*THE DATA*:

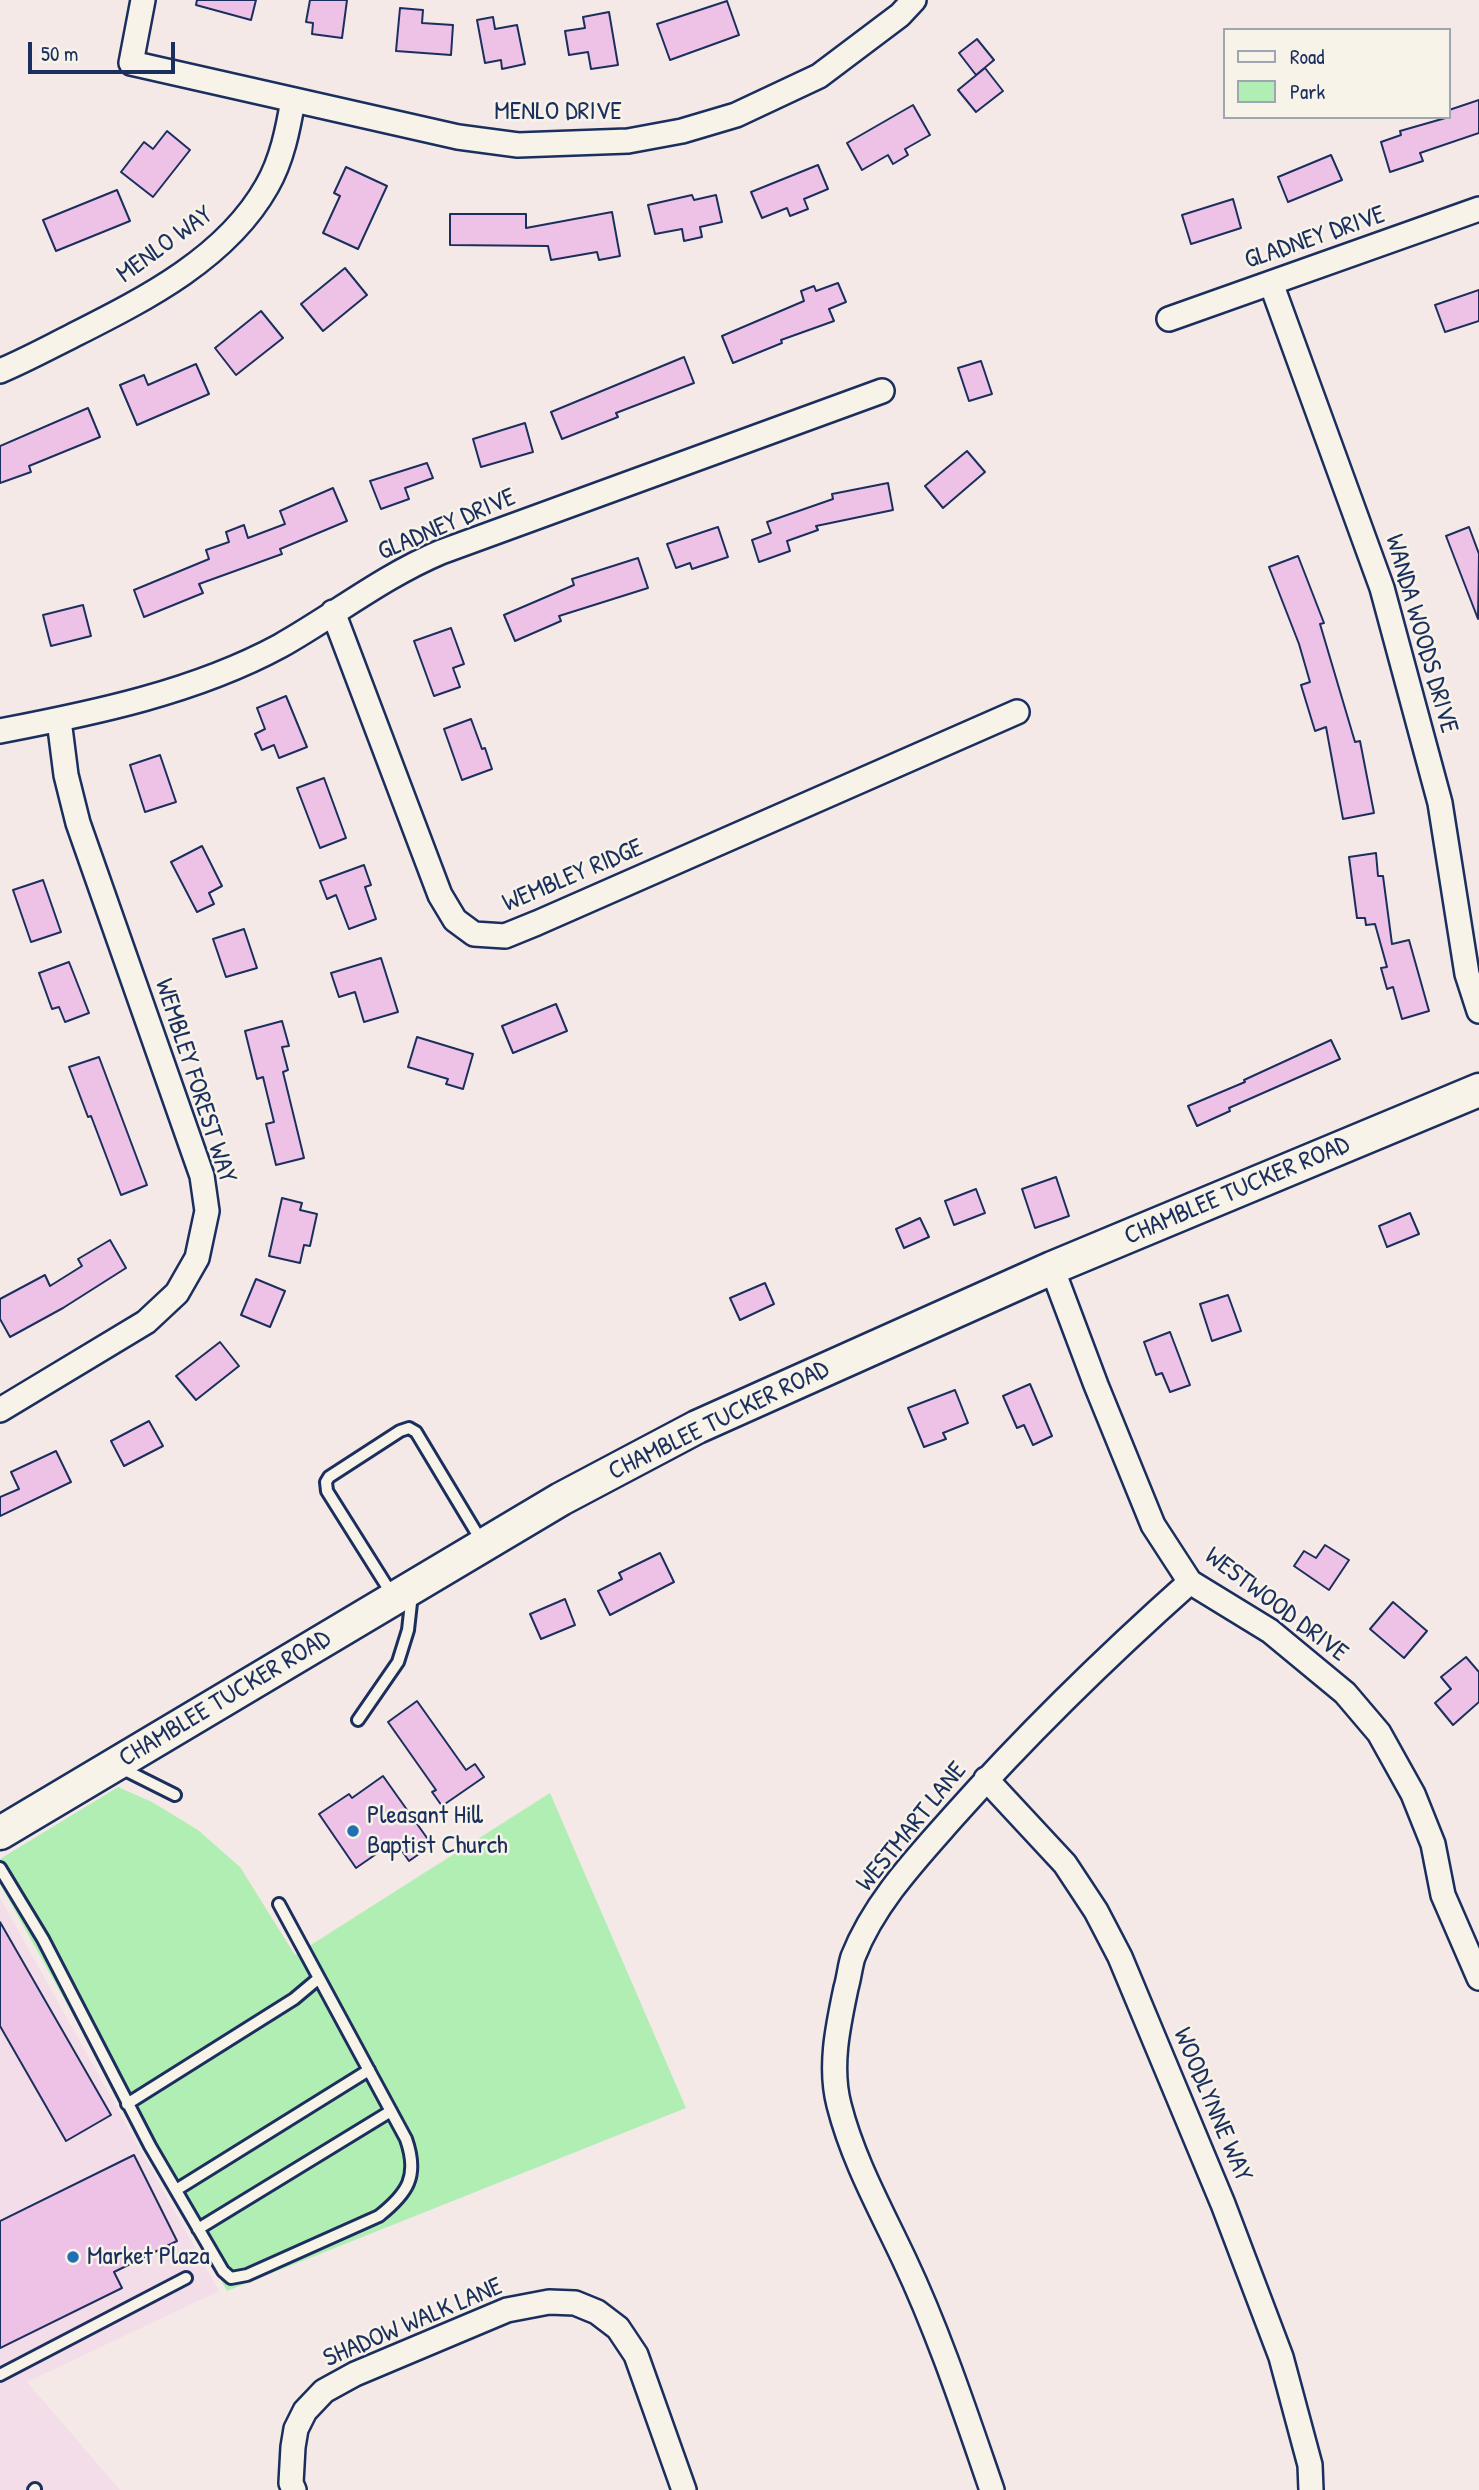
<!DOCTYPE html>
<style>
body{margin:0}
#map{position:relative;width:1479px;height:2490px;overflow:hidden;background:#f5e9e8;font-family:"Patrick Hand",sans-serif}
canvas{display:block}
.legend{position:absolute;left:1223px;top:28px;width:228px;height:91px;box-sizing:border-box;background:#f7f3e8;border:2px solid #9fa5b1;margin:0;padding:9px 12px;list-style:none;font-size:21px;color:#1b2f5e}
.legend li{display:flex;align-items:center;gap:14px;height:35px}
.legend b{width:35px;border:2px solid #9fa5b1}
.scale{position:absolute;left:28px;top:42px;width:147px;height:32px;box-sizing:border-box;border:4px solid #1b2f5e;border-top:0;padding-left:9px;font-size:21px;line-height:24px;white-space:nowrap;color:#1b2f5e;-webkit-text-stroke:5px #f7f3e8;paint-order:stroke}
</style>
<div id="map">
<canvas width="1479" height="2490"></canvas>
<ul class="legend">
<li><b style="height:9px;background:#f7f3e8"></b>Road</li>
<li><b style="height:19px;background:#b1eeb4"></b>Park</li>
</ul>
<div class="scale">50 m</div>
</div>
<script>
const ctx = document.querySelector('canvas').getContext('2d');
ctx.lineJoin = 'round';
function paint(path, color) { ctx.fillStyle = color; ctx.fill(path, 'evenodd'); }
function trace(path, color, width, dash) { ctx.strokeStyle = color; ctx.lineWidth = width; ctx.lineCap = dash ? 'butt' : 'round'; ctx.setLineDash(dash || []); ctx.stroke(path); }
function write(font, color, halo, rows, align = 'center') {
  ctx.font = font + ' "Patrick Hand",sans-serif'; ctx.lineWidth = 5; ctx.setLineDash([]); ctx.textBaseline = 'middle'; ctx.strokeStyle = halo; ctx.fillStyle = color; for (const [text, x, y, turn = 0] of rows) {
    ctx.save(); ctx.translate(x, y); ctx.rotate((+turn || 0) * Math.PI / 180); ctx.textAlign = isNaN(turn) ? turn : align; if (halo) ctx.strokeText(text, 0, 0); ctx.fillText(text, 0, 0); ctx.restore();
  }
}
const built = new Path2D(`
 M0,1898L219,2291L27,2382L120,2490H0Z`);
const green = new Path2D(`
 M118,1787L152,1802L198,1830L240,1867L295,1955L550,1793L686,2108L227,2291L0,1884V1859Z`);
const building = new Path2D(`
 M197,0H256L251,20L196,5Z
 M310,0H347L342,38L312,34L313,23L306,22Z
 M727,1L739,35L670,60L657,24Z
 M400,8L423,10L422,23L453,25L451,55L396,51Z
 M609,12L618,65L591,69L588,52L569,55L565,31L585,28L583,17Z
 M493,17L495,29L517,25L525,64L502,69L501,60L485,63L477,20Z
 M977,39L994,60L976,75L959,53Z
 M985,68L1003,91L976,112L958,90Z
 M1479,100V133L1420,153L1423,161L1390,172L1381,142L1401,135L1400,131L1449,117V110Z
 M913,105L930,135L905,149L908,155L893,164L888,155L862,170L847,143Z
 M167,131L190,150L153,197L121,172L144,142L153,149Z
 M1331,155L1342,180L1288,202L1278,177Z
 M818,165L828,189L804,199L808,209L790,216L787,208L762,218L751,192Z
 M346,167L387,186L358,249L323,233L340,196L334,193Z
 M117,190L130,221L56,251L43,220Z
 M692,195L694,200L716,195L722,222L700,227L702,237L684,241L682,229L655,234L648,205Z
 M1233,199L1241,228L1191,244L1182,215Z
 M612,212L620,256L599,260L597,252L551,260L548,246L450,245V214H526V228Z
 M345,268L367,295L323,331L301,304Z
 M838,283L846,302L829,309L834,321L781,340L782,343L733,363L722,336L804,301L801,291L814,286L816,291Z
 M1479,290V321L1445,332L1435,305Z
 M261,311L283,338L236,375L215,348Z
 M684,357L694,383L616,413L618,417L562,439L551,412Z
 M981,361L992,394L969,401L958,368Z
 M196,364L209,394L137,425L120,385L144,375L148,385Z
 M88,408L100,437L29,466L31,472L0,483V446Z
 M525,423L533,452L481,467L473,439Z
 M967,451L985,472L943,508L925,486Z
 M427,463L433,478L405,488L409,499L381,509L370,481Z
 M888,483L893,510L816,526L818,530L787,541L790,551L759,562L752,540L771,533L767,522L833,499L832,494Z
 M333,488L347,521L280,549L282,554L199,584L203,593L144,617L134,590L209,559L206,550L229,542L226,532L244,525L248,538L285,524L280,511Z
 M718,527L728,557L692,569L690,563L676,568L667,544Z
 M1469,527L1479,554L1478,619L1446,536Z
 M1298,556L1324,623L1320,624L1355,742L1360,741L1374,813L1343,819L1326,727L1315,731L1301,685L1310,682L1299,644L1269,567Z
 M638,558L648,588L559,616L561,621L515,641L504,615L574,585L572,579Z
 M83,605L91,636L51,646L43,615Z
 M451,628L464,664L453,668L460,687L434,696L414,641Z
 M286,696L307,747L279,758L274,745L262,750L255,734L265,729L257,708Z
 M471,719L482,749L485,748L492,769L462,780L444,729Z
 M160,755L176,802L145,812L130,765Z
 M324,778L346,838L320,848L297,788Z
 M202,846L222,886L209,893L214,904L197,912L171,862Z
 M1376,853L1378,876H1383L1392,944L1409,940L1429,1011L1402,1019L1393,987L1387,989L1381,968L1387,967L1375,924L1366,925L1365,918H1357L1349,857Z
 M364,865L371,885L365,887L376,919L349,929L336,895L327,899L320,881Z
 M43,880L61,932L31,942L13,890Z
 M244,929L257,968L226,977L213,939Z
 M381,958L398,1012L364,1022L355,992L339,997L331,973Z
 M69,962L89,1013L65,1022L59,1007L52,1009L39,973Z
 M556,1004L567,1031L513,1053L502,1026Z
 M282,1021L289,1046L282,1047L288,1070L283,1072L304,1158L276,1165L266,1124L274,1122L263,1077L257,1079L245,1031Z
 M417,1037L473,1054L463,1089L446,1084L448,1079L408,1067Z
 M1331,1040L1340,1059L1229,1108L1230,1111L1197,1126L1188,1106L1245,1082L1244,1080Z
 M99,1057L147,1185L121,1195L91,1116L88,1117L69,1067Z
 M1056,1177L1069,1216L1035,1228L1022,1189Z
 M976,1189L985,1213L954,1225L945,1201Z
 M282,1198L302,1203L300,1210L317,1214L310,1246L304,1245L300,1263L269,1256Z
 M1410,1213L1419,1234L1387,1247L1379,1226Z
 M920,1218L929,1237L904,1248L896,1229Z
 M110,1240L126,1268L63,1308L10,1337L0,1319V1299L45,1275L50,1286L82,1266L78,1259Z
 M256,1279L285,1291L270,1327L241,1315Z
 M765,1283L774,1304L740,1320L730,1298Z
 M1228,1295L1241,1331L1212,1341L1200,1304Z
 M1170,1332L1190,1385L1170,1392L1162,1373L1156,1375L1144,1342Z
 M220,1342L239,1366L196,1400L176,1376Z
 M1030,1384L1052,1436L1033,1445L1024,1425L1017,1428L1003,1396Z
 M955,1390L968,1423L943,1433L946,1439L924,1447L908,1408Z
 M149,1421L163,1446L124,1466L111,1441Z
 M56,1451L71,1482L0,1516V1497L19,1489L11,1472Z
 M1325,1545L1349,1560L1329,1590L1294,1566L1304,1551L1316,1558Z
 M660,1553L674,1582L610,1615L598,1591L622,1579L619,1573Z
 M565,1599L575,1625L541,1639L530,1614Z
 M1393,1602L1427,1631L1404,1658L1370,1629Z
 M1466,1657L1479,1672V1702L1453,1725L1435,1703L1451,1689L1441,1677Z
 M417,1701L466,1770L475,1764L484,1777L442,1806L432,1792L436,1790L388,1722Z
 M383,1776L432,1845L409,1861L395,1841L356,1868L319,1814L349,1794L352,1798Z
 M0,1922L111,2115L66,2141L0,2026Z
 M134,2155L177,2241L114,2272L122,2288L0,2348V2221Z`);
const service = new Path2D(`
 M393,1596L327,1491L326,1482L329,1477L400,1431L409,1428L416,1432L482,1542
 M358,1720L398,1662L408,1630L412,1594
 M121,1768L175,1795
 M0,1868L43,1939L150,2146L223,2271L231,2278L247,2275L379,2216C408,2193 419,2176 406,2139L279,1904
 M127,2104L294,1999L319,1978
 M176,2190L369,2070
 M198,2229L391,2111
 M0,2375L186,2278
 M34,2490L35,2489`);
const minor = new Path2D(`
 M143,0L131,63L458,137L518,145L628,141L682,131L736,115L819,76L900,15L914,0
 M1271,283L1382,588L1440,803L1467,974L1479,1011
 M1169,319L1479,209
 M0,371C24,361 48,348 72,336C143,300 226,259 267,186C282,160 288,129 293,100
 M333,612L440,895L455,920L474,934L505,936L537,923L1017,712
 M0,731C94,713 195,692 280,646C335,615 382,577 441,552L882,391
 M1052,1268L1096,1385L1153,1525L1190,1582L1270,1631L1345,1693L1379,1733L1413,1794L1433,1844L1443,1895L1479,1978
 M0,1410L146,1322L177,1293L197,1258L207,1211L202,1176L78,823L66,775L59,720
 M986,1779L1065,1864L1096,1911L1120,1957L1223,2204L1281,2357L1310,2465L1311,2490
 M294,2490L291,2483L293,2447L296,2429L305,2411L324,2391L355,2374L507,2310L549,2302L575,2303L597,2312L618,2328L636,2355L684,2490
 M992,2490C965,2412 939,2333 904,2259C880,2208 853,2160 839,2105C829,2067 838,2026 846,1988C849,1978 850,1966 853,1957C874,1903 916,1859 953,1817C1027,1734 1107,1656 1190,1582`);
const secondary = new Path2D(`
 M0,1833L561,1499L697,1427L1052,1268L1479,1090`);
const markers = [
 [353,1831,7,"#1f6fb2"],
 [73,2257,7,"#1f6fb2"]
];
const streetNames = [
 ["MENLO DRIVE",558,112],
 ["GLADNEY DRIVE",1315,238,-19],
 ["MENLO WAY",165,245,-36],
 ["GLADNEY DRIVE",447,525,-23],
 ["WANDA WOODS DRIVE",1421,634,74],
 ["WEMBLEY RIDGE",573,876,-23],
 ["WEMBLEY FOREST WAY",195,1081,72],
 ["CHAMBLEE TUCKER ROAD",1237,1191,-23],
 ["CHAMBLEE TUCKER ROAD",719,1421,-26],
 ["WESTWOOD DRIVE",1276,1605,37],
 ["CHAMBLEE TUCKER ROAD",225,1699,-31],
 ["WESTMART LANE",912,1827,-51],
 ["WOODLYNNE WAY",1212,2105,67],
 ["SHADOW WALK LANE",413,2323,-23]
];
const poiNames = [
 ["Pleasant Hill",367,1816],
 ["Baptist Church",367,1846],
 ["Market Plaza",87,2257]
];
paint(built, '#f3dde8');
paint(green, '#b1eeb4');
paint(building, '#eec2e7');
trace(building, '#1b2f5e', 2);
trace(service, '#1b2f5e', 16);
trace(minor, '#1b2f5e', 28);
trace(secondary, '#1b2f5e', 37);
trace(service, '#f7f3e8', 10);
trace(minor, '#f7f3e8', 23);
trace(secondary, '#f7f3e8', 32);
for (const [x, y, r, color] of markers) { const dot = new Path2D(); dot.arc(x, y, r, 0, 2 * Math.PI); ctx.fillStyle = color; ctx.fill(dot); trace(dot, '#f7f3e8', 2.5); }
write('26px', '#1b2f5e', '#f7f3e8', streetNames);
write('26px', '#1b2f5e', '#f7f3e8', poiNames, 'left');
</script>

*HOW TO COMPLETE THIS TASK*: In these entries, please give the number of lines holding the string "left" and nothing more.

*RESPONSE FOR THIS EXERCISE*: 3